▶ Exercise prompt
Say how many lines of these entries include the word "Ridge", and answer with the number alone.

[Excerpts from a dataset]

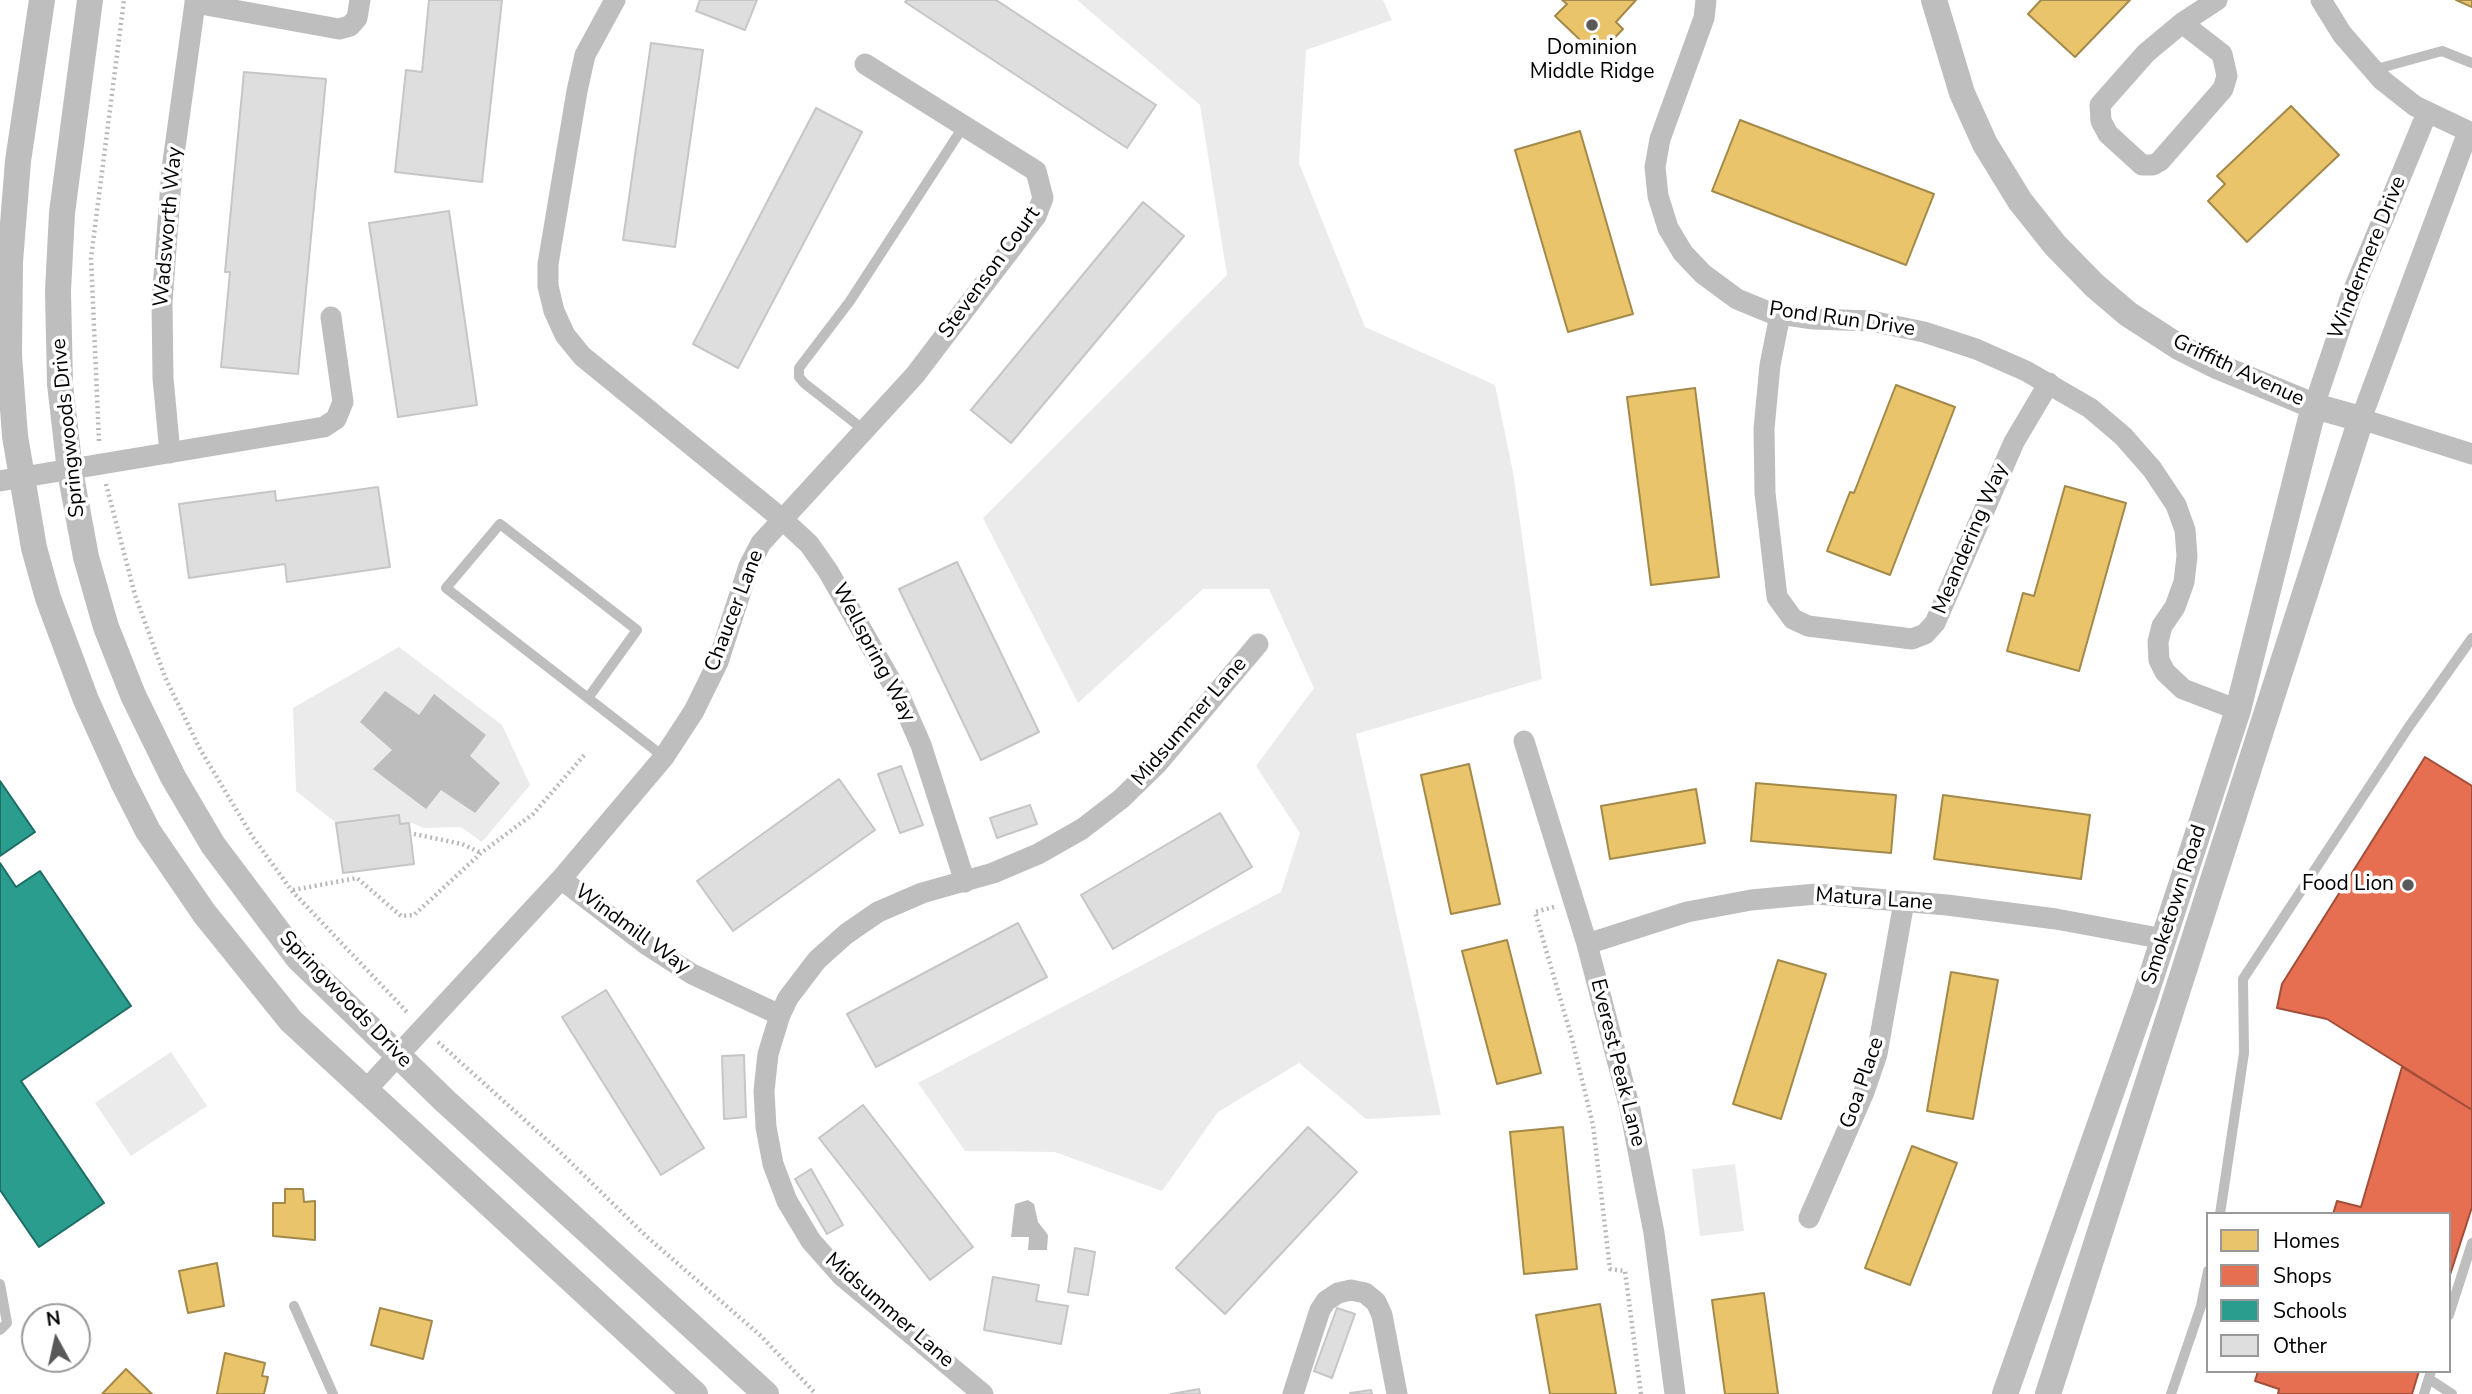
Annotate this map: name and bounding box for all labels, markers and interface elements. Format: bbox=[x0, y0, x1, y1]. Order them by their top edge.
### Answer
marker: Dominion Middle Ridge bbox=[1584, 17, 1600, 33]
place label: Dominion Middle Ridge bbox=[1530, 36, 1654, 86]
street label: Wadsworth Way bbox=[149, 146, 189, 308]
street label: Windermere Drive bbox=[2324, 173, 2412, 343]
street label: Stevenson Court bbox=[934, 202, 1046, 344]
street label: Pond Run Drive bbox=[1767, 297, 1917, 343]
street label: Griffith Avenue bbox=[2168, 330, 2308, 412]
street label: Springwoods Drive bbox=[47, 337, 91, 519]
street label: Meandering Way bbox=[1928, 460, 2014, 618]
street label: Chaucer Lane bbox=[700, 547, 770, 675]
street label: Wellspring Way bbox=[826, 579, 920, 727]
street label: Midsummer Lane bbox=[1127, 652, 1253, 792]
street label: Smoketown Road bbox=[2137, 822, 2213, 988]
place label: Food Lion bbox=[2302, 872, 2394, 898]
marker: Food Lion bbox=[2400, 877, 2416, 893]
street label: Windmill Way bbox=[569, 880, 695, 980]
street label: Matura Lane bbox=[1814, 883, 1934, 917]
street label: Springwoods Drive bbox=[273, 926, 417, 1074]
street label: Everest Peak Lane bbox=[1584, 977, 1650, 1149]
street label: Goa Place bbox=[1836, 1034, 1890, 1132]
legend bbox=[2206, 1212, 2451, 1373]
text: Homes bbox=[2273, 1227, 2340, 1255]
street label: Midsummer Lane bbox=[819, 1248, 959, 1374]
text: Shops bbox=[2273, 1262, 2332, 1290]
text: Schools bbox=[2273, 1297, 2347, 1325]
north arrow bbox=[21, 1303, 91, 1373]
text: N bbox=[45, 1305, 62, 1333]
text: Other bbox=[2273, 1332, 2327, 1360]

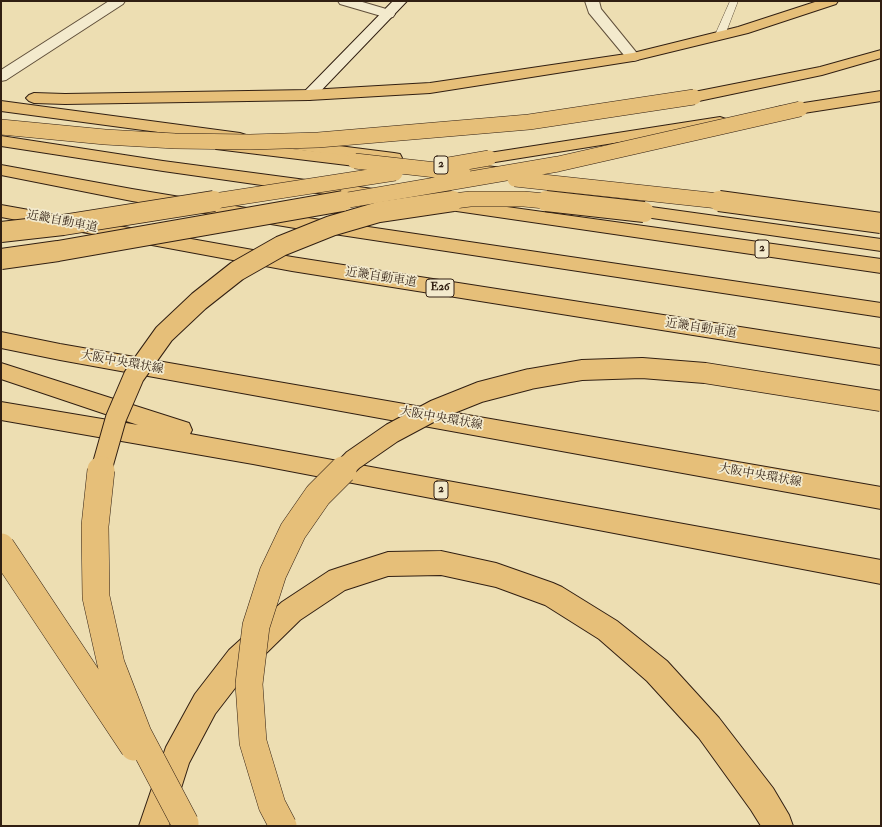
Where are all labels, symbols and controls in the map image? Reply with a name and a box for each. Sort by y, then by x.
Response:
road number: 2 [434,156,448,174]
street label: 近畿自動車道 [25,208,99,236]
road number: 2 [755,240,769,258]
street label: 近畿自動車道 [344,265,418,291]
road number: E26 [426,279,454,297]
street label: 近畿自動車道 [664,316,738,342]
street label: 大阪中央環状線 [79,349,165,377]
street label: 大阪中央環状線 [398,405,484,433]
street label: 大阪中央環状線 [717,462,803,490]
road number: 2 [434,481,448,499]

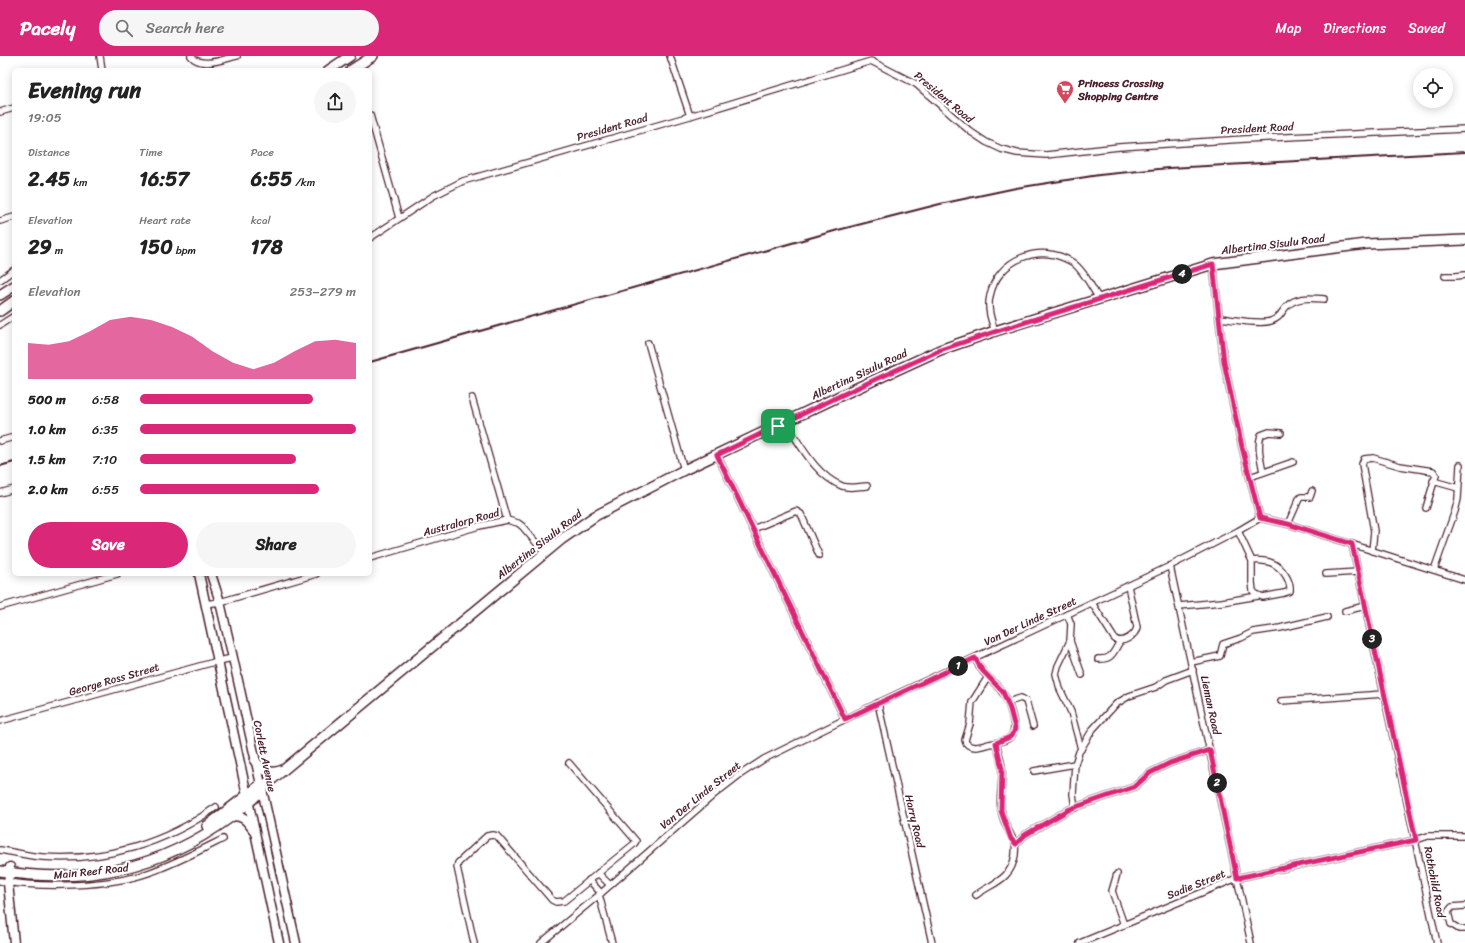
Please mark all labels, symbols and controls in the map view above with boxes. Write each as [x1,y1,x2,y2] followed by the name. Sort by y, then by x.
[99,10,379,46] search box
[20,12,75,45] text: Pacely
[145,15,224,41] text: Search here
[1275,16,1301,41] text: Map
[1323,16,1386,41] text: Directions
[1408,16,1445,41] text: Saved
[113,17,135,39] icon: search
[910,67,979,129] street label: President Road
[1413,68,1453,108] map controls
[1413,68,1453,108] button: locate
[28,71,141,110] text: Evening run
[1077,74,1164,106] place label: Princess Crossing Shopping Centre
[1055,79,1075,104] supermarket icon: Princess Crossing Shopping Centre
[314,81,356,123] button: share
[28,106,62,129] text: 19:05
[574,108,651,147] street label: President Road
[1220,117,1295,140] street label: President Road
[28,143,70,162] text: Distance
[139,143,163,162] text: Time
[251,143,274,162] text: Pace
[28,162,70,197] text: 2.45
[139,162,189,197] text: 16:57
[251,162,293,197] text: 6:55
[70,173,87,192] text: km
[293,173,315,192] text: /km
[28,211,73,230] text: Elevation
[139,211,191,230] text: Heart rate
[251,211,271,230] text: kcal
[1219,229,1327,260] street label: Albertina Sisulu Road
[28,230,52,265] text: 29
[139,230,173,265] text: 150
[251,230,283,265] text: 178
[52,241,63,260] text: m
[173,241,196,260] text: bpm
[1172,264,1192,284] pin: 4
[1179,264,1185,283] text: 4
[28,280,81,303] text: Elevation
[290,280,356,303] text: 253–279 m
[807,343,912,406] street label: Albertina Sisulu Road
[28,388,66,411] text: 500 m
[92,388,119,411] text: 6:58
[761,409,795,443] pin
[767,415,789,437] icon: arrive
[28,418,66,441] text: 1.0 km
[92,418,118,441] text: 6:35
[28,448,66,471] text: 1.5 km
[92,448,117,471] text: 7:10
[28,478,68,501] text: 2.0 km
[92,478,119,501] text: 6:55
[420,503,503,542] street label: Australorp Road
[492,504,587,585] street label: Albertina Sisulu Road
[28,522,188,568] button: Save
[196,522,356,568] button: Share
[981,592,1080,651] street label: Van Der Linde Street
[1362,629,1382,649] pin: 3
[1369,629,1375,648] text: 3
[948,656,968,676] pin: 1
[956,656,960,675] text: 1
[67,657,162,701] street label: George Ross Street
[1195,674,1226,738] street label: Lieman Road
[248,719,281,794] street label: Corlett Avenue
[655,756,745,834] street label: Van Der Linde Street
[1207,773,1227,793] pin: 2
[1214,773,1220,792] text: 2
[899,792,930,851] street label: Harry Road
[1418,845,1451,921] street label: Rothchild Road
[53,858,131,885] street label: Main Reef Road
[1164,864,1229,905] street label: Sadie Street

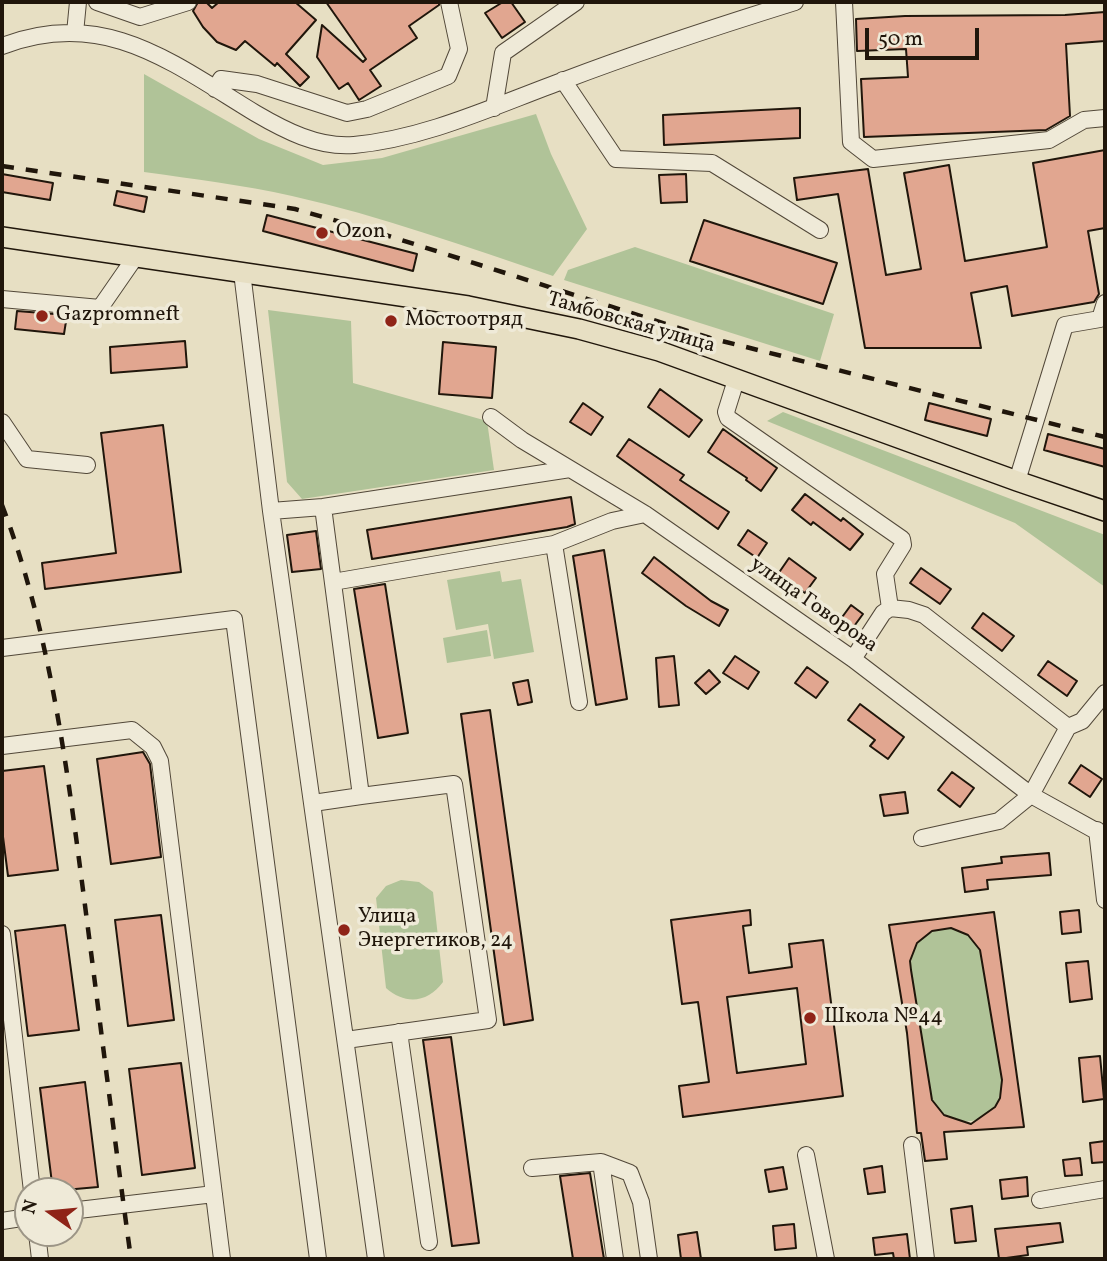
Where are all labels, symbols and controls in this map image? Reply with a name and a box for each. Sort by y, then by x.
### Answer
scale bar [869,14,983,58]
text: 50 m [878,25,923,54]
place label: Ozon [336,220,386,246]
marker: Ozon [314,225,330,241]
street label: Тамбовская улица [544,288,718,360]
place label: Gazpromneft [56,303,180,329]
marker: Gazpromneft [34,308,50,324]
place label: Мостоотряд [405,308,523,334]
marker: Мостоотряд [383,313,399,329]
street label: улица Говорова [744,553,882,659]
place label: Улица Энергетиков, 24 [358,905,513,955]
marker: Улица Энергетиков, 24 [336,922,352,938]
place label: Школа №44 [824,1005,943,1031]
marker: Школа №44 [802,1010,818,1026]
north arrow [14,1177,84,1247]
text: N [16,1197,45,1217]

▶ Response to this task
2